Deep learning an important weapon in the war on military suicides
The Veterans Administration is turning to computer scientists at Lawrence Berkeley National Laboratory—aka Berkeley Lab—for help reducing suicide among VA patients. To meet the challenge, the lab is using deep learning to analyze data in electronic health records, according to an item published online April 3 by Berkeley Lab’s news center.
The work in suicide prevention is part of a broad project spanning several national laboratories in which the VA is collaborating with the U.S. Department of Energy (DOE) in applying supercomputing to help veterans.
Suicide prevention is just one component of the project, albeit a key one. Also up for AI-aided improvement are prevention, diagnosis and treatment for health concerns like prostate cancer, cardiovascular disease and opioid addiction.

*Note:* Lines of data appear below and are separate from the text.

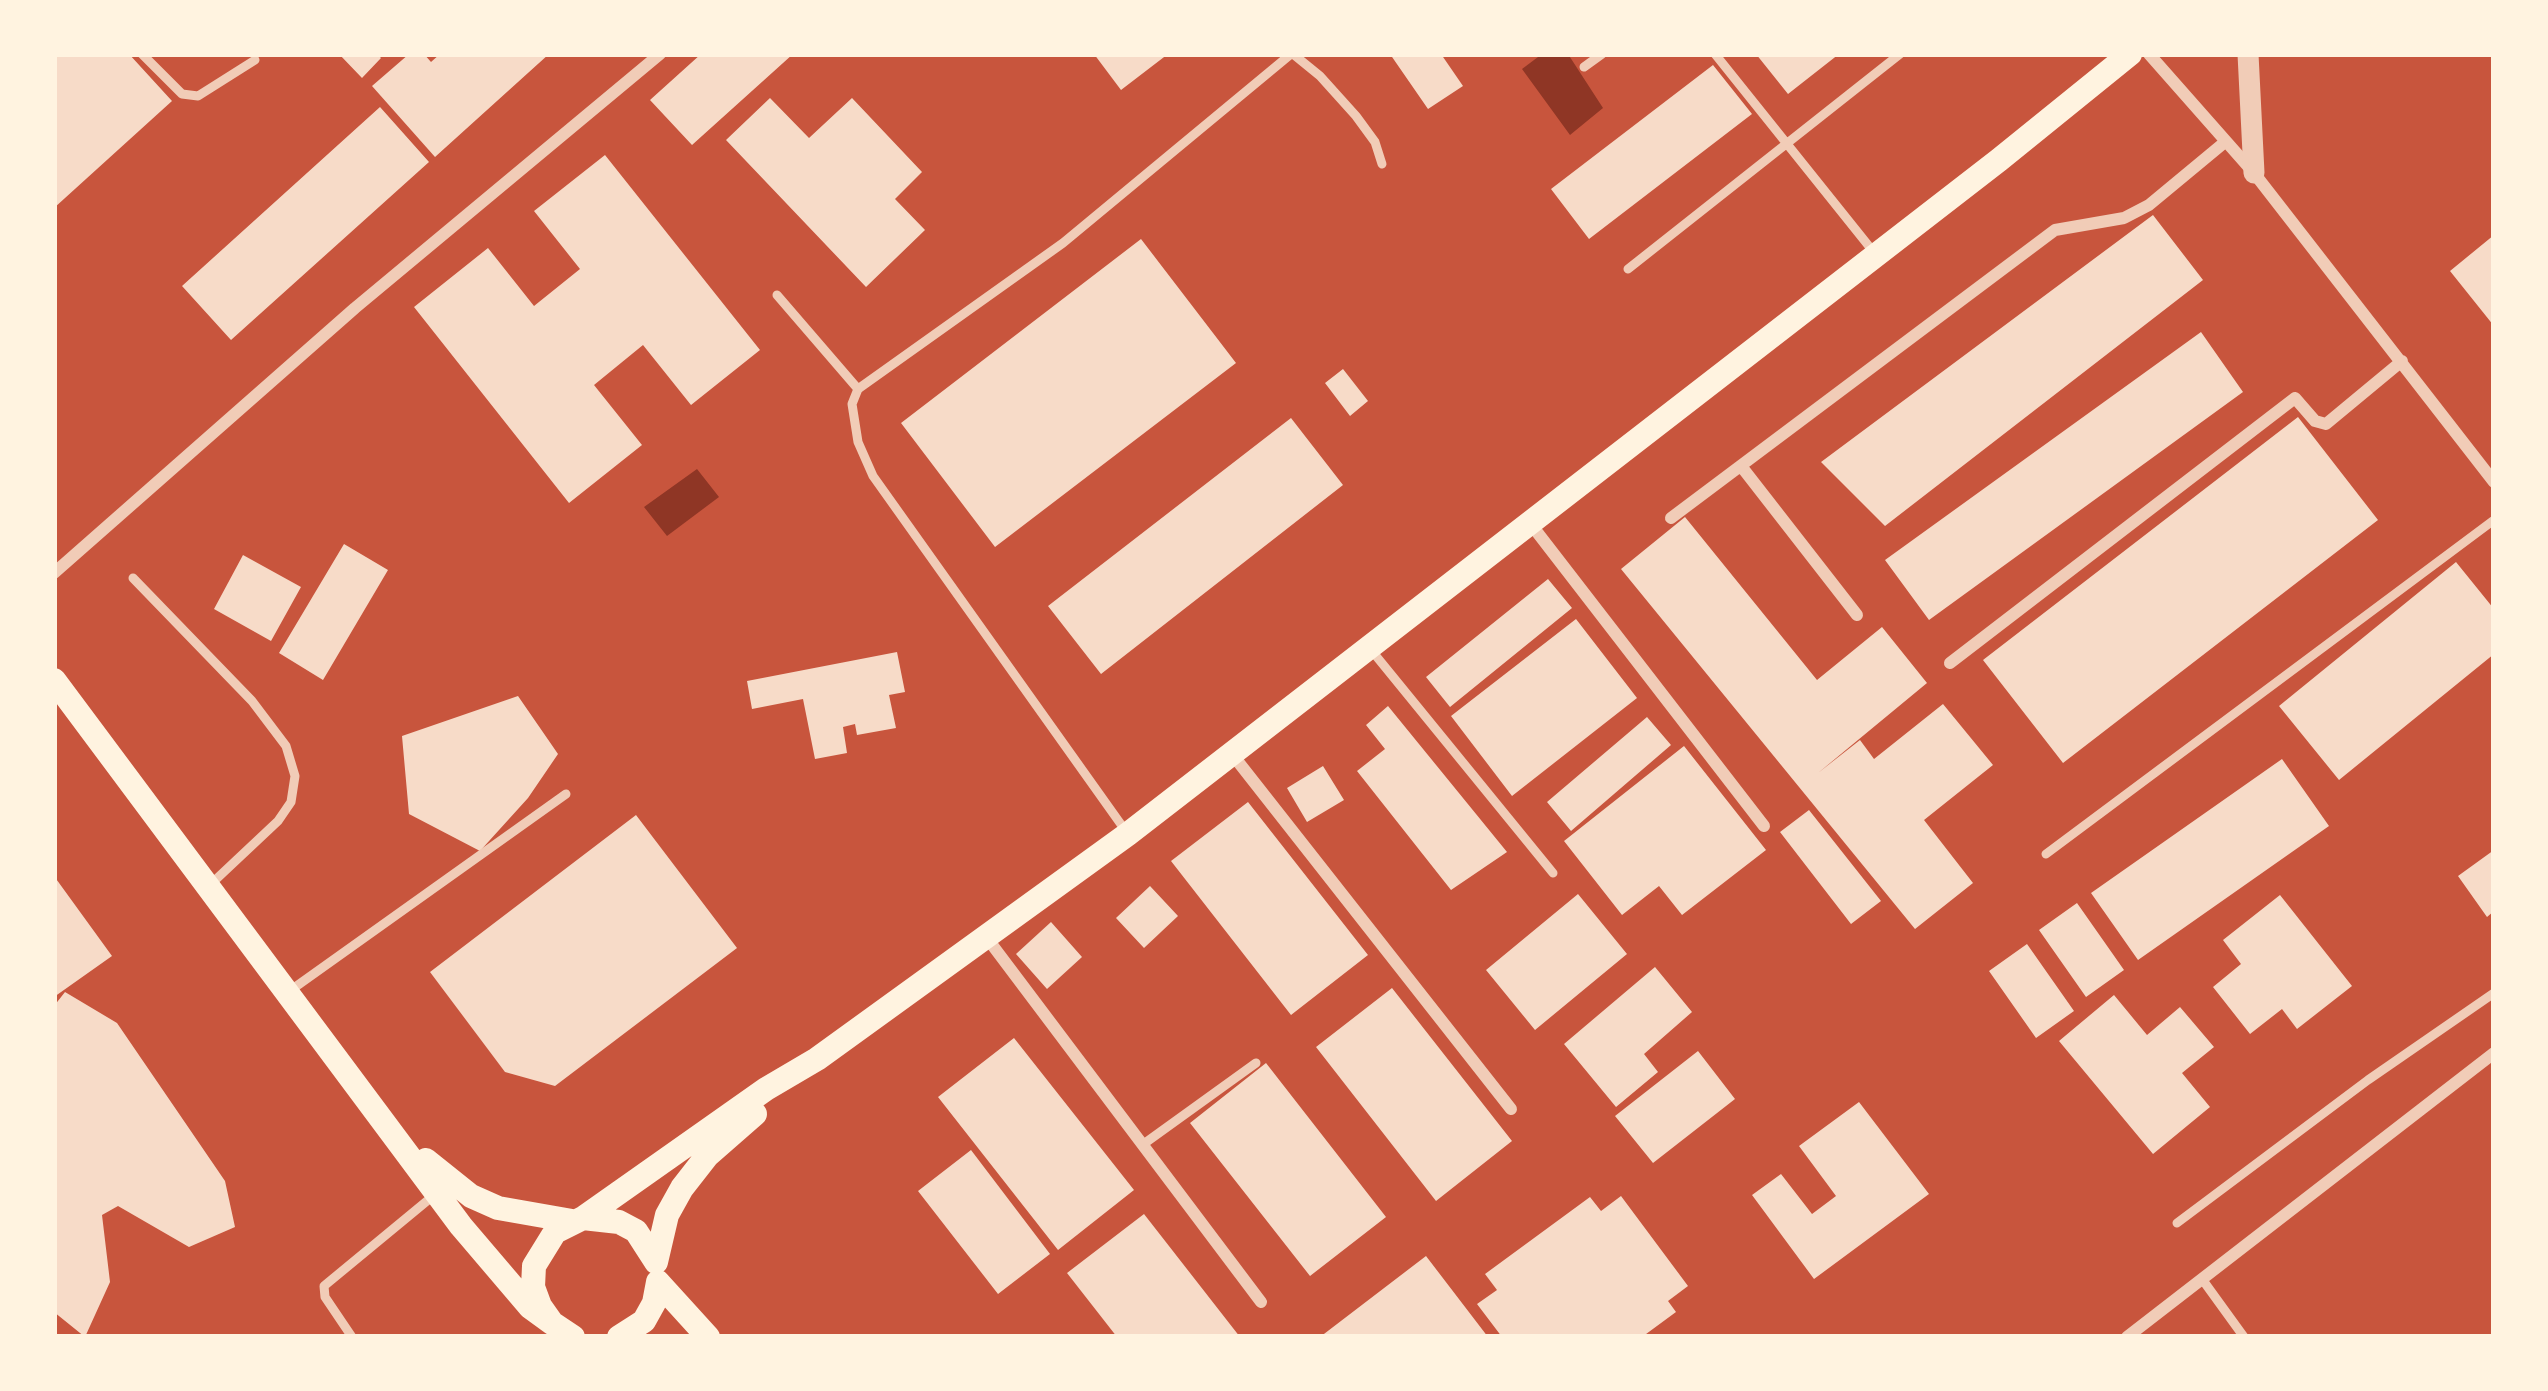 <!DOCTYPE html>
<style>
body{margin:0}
#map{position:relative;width:2548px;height:1391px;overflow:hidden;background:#c8553d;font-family:Inter,sans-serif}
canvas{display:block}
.frame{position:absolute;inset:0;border:57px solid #fff3e0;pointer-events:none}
</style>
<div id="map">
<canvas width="2548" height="1391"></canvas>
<div class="frame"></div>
</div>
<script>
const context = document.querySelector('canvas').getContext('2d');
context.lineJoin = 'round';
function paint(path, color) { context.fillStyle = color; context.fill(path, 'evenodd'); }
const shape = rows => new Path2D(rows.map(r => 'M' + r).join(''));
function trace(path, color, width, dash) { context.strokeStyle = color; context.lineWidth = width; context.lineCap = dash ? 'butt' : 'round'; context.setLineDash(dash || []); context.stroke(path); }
paint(shape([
 [1542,54,1568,54,1603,108,1570,135,1522,69],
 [697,469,719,497,667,536,644,507]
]), '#8f3625');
paint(shape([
 [54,54,129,54,172,101,54,208],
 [339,54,377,54,381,58,362,78],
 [409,54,424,54,431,62,440,54,549,54,435,157,372,86],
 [701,54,793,54,692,145,650,100],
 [1094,54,1168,54,1121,90],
 [1390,54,1441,54,1463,86,1428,109],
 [1756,54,1839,54,1788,94],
 [1713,65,1752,114,1589,239,1551,189],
 [770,98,809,138,852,98,922,172,895,199,925,230,866,287,726,140],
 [380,107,429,162,231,340,182,286],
 [605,155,760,350,691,405,643,345,594,385,642,445,569,503,414,307,488,248,534,306,580,269,534,211],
 [2153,215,2203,280,1885,526,1821,462],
 [2494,235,2494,326,2450,271],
 [1141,239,1236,363,995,547,901,423],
 [2201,332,2243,392,1929,620,1885,560],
 [1343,369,1368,401,1350,416,1325,383],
 [2298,417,2378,520,2063,763,1983,660],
 [1291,418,1343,485,1101,674,1048,606],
 [1685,517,1817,680,1882,627,1927,683,1818,773,1860,740,1874,759,1943,704,1993,765,1924,820,1973,883,1915,929,1621,569],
 [344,544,388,570,323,680,279,653],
 [243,555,301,587,271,641,214,609],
 [2456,562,2494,609,2494,654,2339,780,2279,706],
 [1548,579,1572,608,1450,707,1426,677],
 [1576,619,1637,698,1512,796,1451,716],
 [897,652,905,692,889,695,896,728,857,735,855,724,843,727,847,753,815,759,803,699,752,709,747,681],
 [518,696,558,754,528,798,480,851,409,814,402,736],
 [1388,706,1507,852,1451,890,1357,771,1385,749,1366,725],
 [1647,717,1671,745,1571,831,1547,802],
 [1684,746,1766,850,1682,915,1659,886,1622,915,1564,841],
 [2282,759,2329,826,2138,960,2091,893],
 [1323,766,1344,800,1307,822,1287,788],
 [1248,802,1368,955,1291,1015,1171,861],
 [1809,810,1881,901,1851,924,1780,832],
 [636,815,737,948,555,1086,505,1072,430,972],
 [2494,850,2494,911,2487,917,2458,876],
 [54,876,112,956,54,997],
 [1150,886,1178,916,1144,948,1116,918],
 [1578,894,1627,954,1535,1030,1486,970],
 [2280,895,2352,986,2297,1029,2282,1009,2250,1034,2213,987,2241,964,2223,940],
 [2077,903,2124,970,2086,997,2039,930],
 [1051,922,1082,957,1047,989,1016,954],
 [2027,944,2074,1011,2036,1038,1989,971],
 [1655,967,1692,1012,1644,1054,1658,1072,1616,1107,1564,1044],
 [1392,988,1512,1141,1436,1201,1316,1047],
 [65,992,117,1023,225,1181,235,1227,189,1247,118,1206,102,1215,110,1282,85,1337,54,1312,54,1006],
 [2114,995,2147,1035,2180,1007,2214,1047,2182,1073,2210,1107,2153,1154,2059,1041],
 [1014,1038,1134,1190,1058,1250,938,1097],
 [1698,1051,1735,1099,1653,1163,1615,1116],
 [1266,1063,1386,1217,1310,1276,1190,1123],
 [1859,1102,1929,1194,1814,1279,1752,1195,1781,1174,1812,1214,1836,1196,1799,1146],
 [971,1150,1050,1254,998,1294,918,1191],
 [1621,1196,1688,1286,1668,1301,1676,1312,1642,1337,1502,1337,1477,1304,1497,1290,1485,1274,1590,1197,1601,1211],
 [1144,1214,1240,1337,1117,1337,1067,1273],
 [1426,1256,1488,1337,1320,1337]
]), '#f7dbc8');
trace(shape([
 [142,54,182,94,198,96,255,60],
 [1293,54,1320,76,1356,116,1375,142,1382,164],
 [1715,54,1876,255],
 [1584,67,1602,54],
 [1628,269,1900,54],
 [777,295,858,389],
 [133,578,252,701,286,746,295,776,291,802,278,821,211,884],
 [1372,651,1553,873],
 [1125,830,873,476,858,442,852,404,858,389,1063,243,1291,54],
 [2046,854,2494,520],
 [291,990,566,794],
 [1145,1143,1256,1063],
 [2177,1223,2368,1080,2494,993],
 [2202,1279,2244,1337],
 [352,1337,325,1297,324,1286,433,1196]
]), '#f1ccb7', 9);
trace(shape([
 [2149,54,2254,173,2494,482],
 [1741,466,1857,615],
 [1671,518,2055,230,2124,218,2149,205,2225,142],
 [1530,523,1764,826],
 [54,573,355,308,660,54],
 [1950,663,2295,398,2315,421,2326,424,2402,361],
 [1232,754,1511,1109],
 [987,938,1261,1302],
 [2127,1337,2494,1053]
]), '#f1ccb7', 12);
trace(shape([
 [2248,54,2254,173]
]), '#f1ccb7', 21);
trace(shape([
 [54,680,461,1226,530,1307,552,1323],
 [426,1160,471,1196,498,1208,572,1221],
 [583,1218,766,1089,817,1059,1128,834,1999,160,2130,54],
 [656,1262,667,1215,682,1188,707,1156,755,1114],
 [658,1282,708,1337],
 [573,1337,552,1323,540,1306,533,1287,534,1266,555,1232,583,1218,619,1222,636,1231,656,1262],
 [619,1337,644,1321,654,1303,658,1282]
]), '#fff3e0', 24);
</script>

“The VA has been collecting medical records and genomic data from some 700,000 veterans, and they need help from the DOE to interpret all of this information to improve healthcare for these individuals,” said Silvia Crivelli, PhD, a computational biologist in Berkeley Lab’s computational research division.
Rafael Zamora-Resendiz, a member of the lab staff, explained that the team first trained a neural network to distinguish patients who are at risk of suicide from those who are not. The algorithm training was largely based on patterns in doctors’ notes.
“The real challenge is figuring out a way of tracing how these words are combined internally within the network,” he said. “This will help provide better insight on common motifs found between suicidal patients.”
The project is timely if not downright urgent, as military veterans commit suicide at the alarming rate of 20 to 22 per day.